Here are a comment and a question regarding the interesting reality
check.

Peter Freyd wrote, among other things:
 > Take the elements of  [-1,1]  to be named by infinite
 > sequences of _signed_ binary digits, that is -1, 0, +1.
 > 
 > [...]
 > 
 > The signed binary
 > expansions  .+1 -1  and  .0 +1  describe the same number, to wit, 1/4.

In a way, the finitary identities

      +1 -1  ==  0 +1  

together with their symmetric versions

      -1 +1  ==  0 -1  

capture *all* identifications made by the quotient map

     3^N  -->>  [-1, 1]

      s  |-->    [[s]] = s1 / 2  +  s2 / 4  + ... +  sn / 2^n + ... 
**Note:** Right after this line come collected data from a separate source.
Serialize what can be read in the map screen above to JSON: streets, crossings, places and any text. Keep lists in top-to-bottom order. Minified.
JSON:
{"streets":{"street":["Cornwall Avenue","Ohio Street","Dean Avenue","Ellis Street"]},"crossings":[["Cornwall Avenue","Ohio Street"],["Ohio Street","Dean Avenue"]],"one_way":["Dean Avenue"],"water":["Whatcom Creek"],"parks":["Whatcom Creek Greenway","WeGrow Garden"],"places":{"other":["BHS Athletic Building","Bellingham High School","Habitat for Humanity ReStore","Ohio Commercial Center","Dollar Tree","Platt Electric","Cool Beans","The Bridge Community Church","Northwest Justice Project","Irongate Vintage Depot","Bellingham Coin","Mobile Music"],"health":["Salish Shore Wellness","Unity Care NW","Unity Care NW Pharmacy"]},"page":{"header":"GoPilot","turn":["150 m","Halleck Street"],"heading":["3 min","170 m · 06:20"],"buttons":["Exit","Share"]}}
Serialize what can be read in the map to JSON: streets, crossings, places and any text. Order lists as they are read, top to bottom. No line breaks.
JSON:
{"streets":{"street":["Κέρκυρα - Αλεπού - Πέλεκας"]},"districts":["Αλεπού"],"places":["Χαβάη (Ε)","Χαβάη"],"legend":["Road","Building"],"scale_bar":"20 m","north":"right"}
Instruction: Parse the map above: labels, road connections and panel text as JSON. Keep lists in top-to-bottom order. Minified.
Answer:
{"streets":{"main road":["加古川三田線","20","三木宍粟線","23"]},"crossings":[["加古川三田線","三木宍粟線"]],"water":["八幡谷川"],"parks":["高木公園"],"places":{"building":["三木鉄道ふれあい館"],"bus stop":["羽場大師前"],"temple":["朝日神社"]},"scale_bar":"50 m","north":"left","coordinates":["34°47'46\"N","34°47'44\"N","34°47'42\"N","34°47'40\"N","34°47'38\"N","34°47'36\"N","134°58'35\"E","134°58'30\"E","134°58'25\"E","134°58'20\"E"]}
that takes a signed-digit binary expansion s to the number [[s]] that
it denotes. Here 3 = {-1,0,+1}, and I am supposing initially that
[-1,1] is already given.

Let === be the kernel of the quotient map:

     s === t  iff [[s]] = [[t]].

Let == be the least equivalence relation on 3^N such that

     s +1 -1 t == s 0 +1 t
and
     s -1 +1 t == s 0 -1 t,

where s ranges over 3^* and t over 3^N. 

It is easy to see that == is coarser than ===.  It is *strictly*
coarser as, for example, we have that

	-1 1 1 1 1 1 1 1 1 ... === 1 -1 -1 -1 -1 -1 -1 ..., 

because both sequences denote the number zero, but === cannot be
replaced by ==, because these two sequences cannot be made equal by
finitely many applications of the identities.

HOWEVER, if one endows 3^N with the Cantor topology (the product of
the discrete topology of 3), then the relation === is the topological
closure of the relation == in the product space 3^N x 3^N. 
That is, all we need to do in order to get === from == is to add
limits. 

Thus, === can be defined in a topologico-combinatorial way *without*
reference to a previously existing interval [-1,1]. Therefore we have
a simple direct (classical) construction of the Euclidean interval
[-1,1] as a topological quotient of 3^N by an easily defined
equivalence relation of finite character.

(NB. Of course, === has to be closed, because [-1,1] is Hausdorff and
the semantic map is continuous (and hence a topological quotient map,
as it is a surjection of compact Hausdorff spaces). Thus, another way
of putting the above is to say that == fails to be === only by failing
to be closed.)

Moreover, there is a *computable* idempotent function 

	  f : 3^N x 3^N --> 3^N x 3^N 

with the property that if f(s,t)=(s',t') then 

     (1) s===s', t===t' and

     (2) if s===t then s' = t' 

            (Yes, I mean this; s' and t' are the *same* sequence.)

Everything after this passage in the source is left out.